Has ever any satirist better foreshadowed contemporary tax politics?

If we could learn to acknowledge the role that the whims of fortune play in all of our lives, then we might perhaps not grasp quite so tightly onto our material success as if it were ours alone. We might be more willing instead to share at least a little bit of our good fortune, not out of pity, but out of gratitude. And if we are unmoved by gratitude, we might at least understand the logic of insurance. Following John Rawls's famous thought experiment, if we were sentient beings not yet born into this world, fully apprised of the randomness with which material rewards would be distributed to the living, would we not reach a compact in which we would agree to chip in some number higher than 18% of the wheel of fortune's largest payoffs to a collective pot for our mutual assistance?

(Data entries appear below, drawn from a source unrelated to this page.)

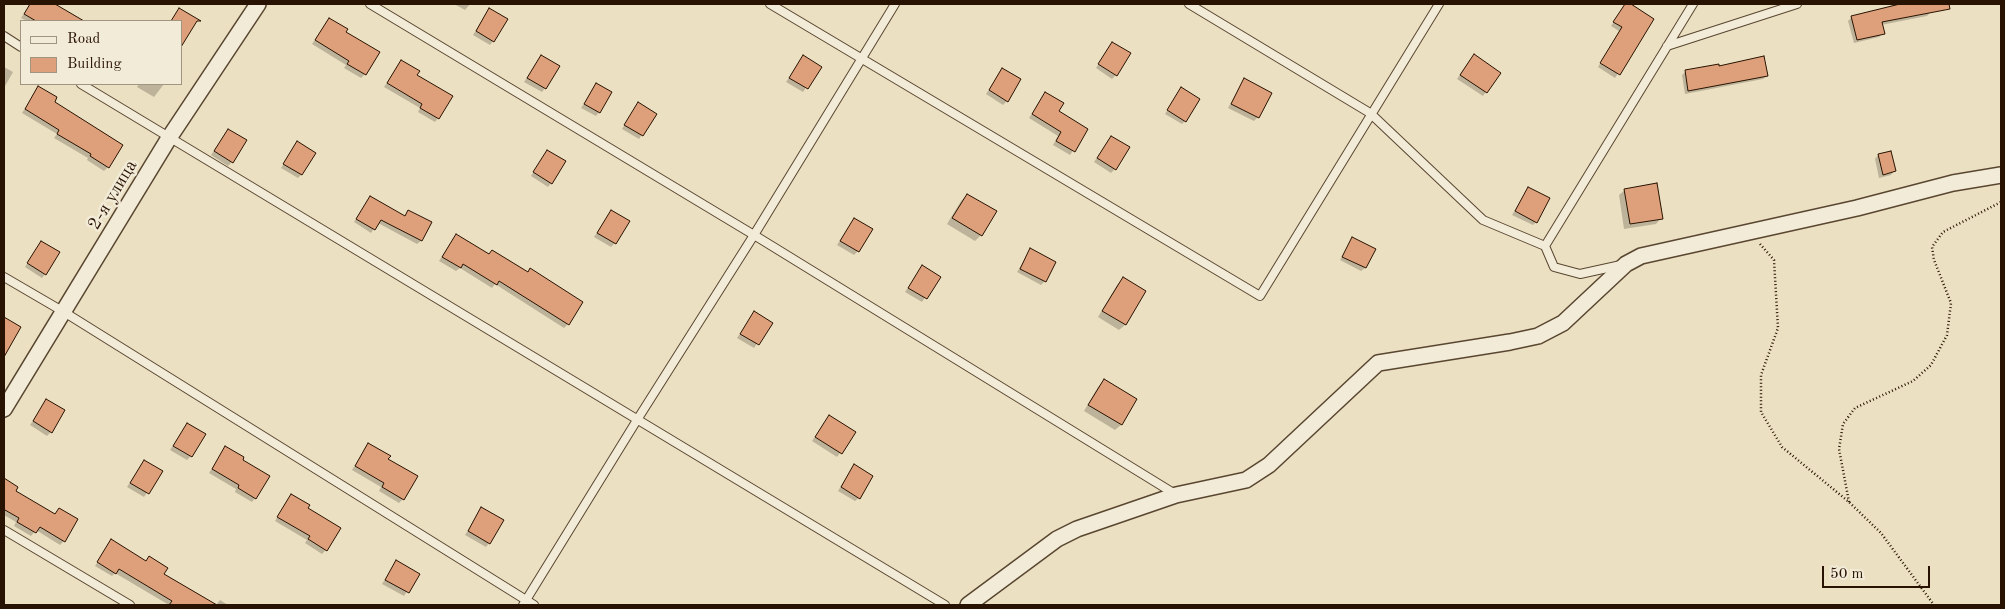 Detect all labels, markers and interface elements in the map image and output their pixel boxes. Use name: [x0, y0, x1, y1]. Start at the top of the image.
legend: [20, 20, 182, 85]
text: Road: [67, 32, 100, 47]
text: Building: [67, 57, 122, 72]
street label: 2-я улица: [84, 156, 142, 234]
scale bar: [1825, 556, 1932, 588]
text: 50 m: [1830, 567, 1864, 582]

Charitable giving is always desirable, but charity is not a substitute for government. Charity often is distributed randomly; by contrast, the government can act in a coordinated, systematic way to address social problems. Moreover, government has tools available that charity does not. For example, large businesses have done very well in the last couple of years specifically by not rehiring, as was the pattern in past recoveries, but instead investing in technology. In these extraordinary times, unprecedented in the living memories of most of us, there is a special role for government to play, through funding infrastructure projects that will improve the lives of our citizens in decades to come, and will create jobs with dignity today. Charity, by contrast, does not build the Hoover Dam, and working as gardeners to billionaires is not a career path with dignity. Yet we cannot begin even to contemplate a role for public infrastructure investment, much less the revenues required to finance it, if we collectively despise government as the forcible extraction of wealth that is ours in direct proportion to our special virtues.

Progressive income tax rates of the sort we all accepted in the 1990s, and an estate tax, are not an exercise in class warfare, nor are they inconsistent with sound economic thinking. Of course very high marginal tax rates induce avoidance behavior, but no one is advocating a return to 70 percent marginal federal tax brackets (the highest rate when I began the practice of law, in the mid-1970s).

As I described in a previous contribution, simply allowing the Bush tax cuts to lapse, and weaning ourselves off personal itemized deductions, like the home mortgage interest deduction, would by themselves basically resolve the current budget crisis for the next decade or more, giving us time to develop and phase in better-targeted entitlement programs. Together with some judicious trimming of current spending, these moves would give us the budget headroom to invest collectively in America's future, through public education and infrastructure investment.

Moreover, the elimination of personal itemized deductions follows economic logic. Doing so raises revenues without raising the top marginal tax rates; doing so does not penalize business (small or large), because (with the minor exception of unreimbursed employee expenses, which do not properly belong on the list) the itemized deductions are not expenses of earning an income; and the itemized deductions are the paradigmatic examples of "upside down subsidies" -- they are more valuable the greater your income. These tax subsidies are the perquisites of the affluent, not the genuine middle class.

These two recommendations are not soul-crushing burdens to ask us to bear, nor are they exercises in spiteful class warfare. Instead, they are simple, easily implemented, and sane policies that we know will work. What stands between us and their implementation is not simply political fractiousness, but the pernicious myth that we all deserve everything that happens to us.